Бывшая фрейлина А.Ф. Тютчева делилась впечатлениями о произошедших переменах в облике Александра III: «Я говорила Государю о том стыде и горе, которые испытывает всякий русский при мысли о страшном преступлении, ответственность за которое падает на всю страну. “Нет, – живо возразил Государь, – страна тут ни при чем; это кучка негодных и фанатичных мятежников, введенных в заблуждение ложными теориями, у которых нет ничего общего с народом. Теперь нужно позаботиться оградить школы, чтобы яд разрушительных теорий, проникнувший в высшие классы, не проник в народные массы. К сожалению, выяснилось, что Желябов, стоявший во главе заговора, – крестьянин и очень способный человек”.
Я была очень взволнована и должна сказать, очень изумлена и поражена, слушая Государя, а еще больше, глядя на него.
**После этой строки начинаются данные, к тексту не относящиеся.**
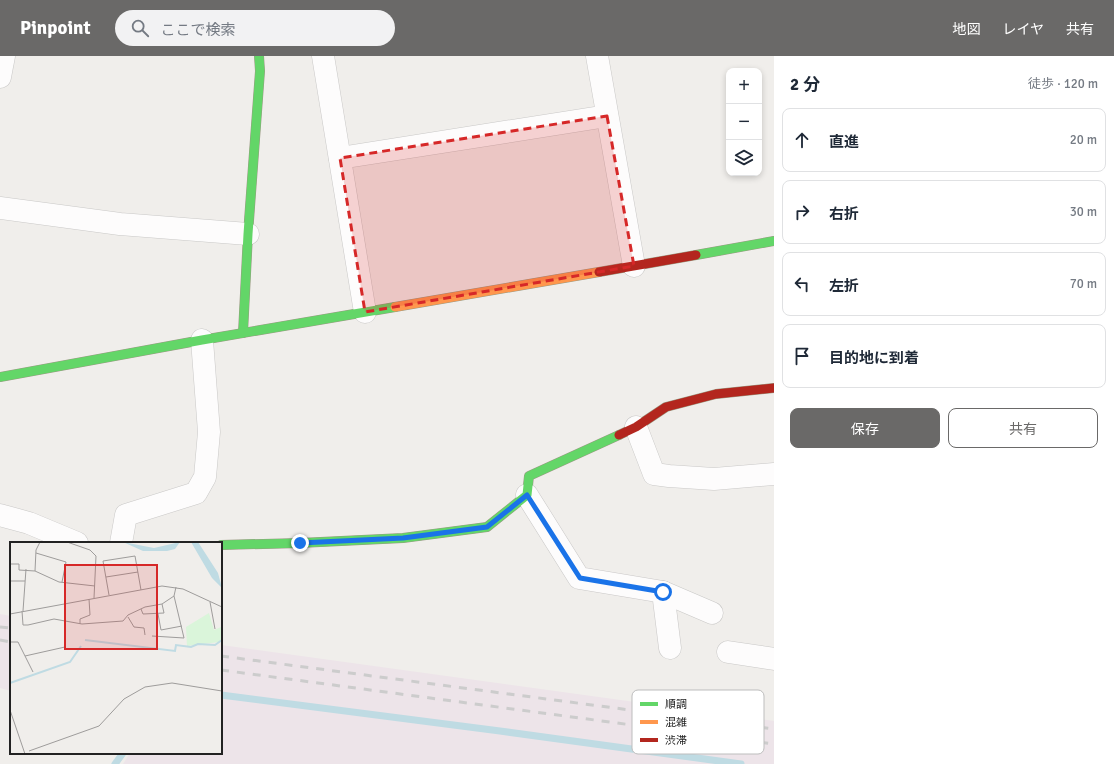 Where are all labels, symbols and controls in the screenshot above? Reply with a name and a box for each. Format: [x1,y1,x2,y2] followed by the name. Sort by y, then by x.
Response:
[115,10,395,46] search box
[20,16,91,40] text: Pinpoint
[129,17,151,39] icon: search
[161,21,236,39] text: ここで検索
[952,21,980,38] text: 地図
[1002,21,1044,38] text: レイヤ
[1066,21,1094,38] text: 共有
[726,68,762,176] map controls
[726,68,762,104] button: +
[790,74,820,95] text: 2 分
[1028,76,1098,92] text: 徒歩 · 120 m
[726,104,762,140] button: −
[791,129,813,151] icon: ahead
[1070,132,1097,148] text: 20 m
[829,133,859,151] text: 直進
[726,140,762,176] button: layers
[791,201,813,223] icon: right
[1070,204,1097,220] text: 30 m
[829,205,859,223] text: 右折
[791,273,813,295] icon: left
[1070,276,1097,292] text: 70 m
[829,277,859,295] text: 左折
[791,345,813,367] icon: arrive
[829,349,919,367] text: 目的地に到着
[790,408,940,448] button: 保存
[948,408,1098,448] button: 共有
[291,534,309,552] route end
[10,542,222,754] inset map
[654,583,672,601] route start
[632,690,764,754] legend
[665,698,687,711] text: 順調
[665,716,687,729] text: 混雑
[665,734,687,747] text: 渋滞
Я знала Государя с детства, так как ему было лет восемь-девять, когда я вступила в должность фрейлины к покойной императрице. С этого раннего возраста отличительными чертами его характера всегда были большая честность и прямота, привлекавшие к нему общие симпатии. Но в то же время он был крайне застенчив, и эта застенчивость, вероятно, вызывала в нем некоторую резкость и угловатость, что часто встречается у тех натур, которые для внешнего проявления требуют тяжелого усилия над собой. В его взгляде, в его голосе и движениях было что-то неопределенное, неуверенное, и я замечала это еще очень немного лет тому назад.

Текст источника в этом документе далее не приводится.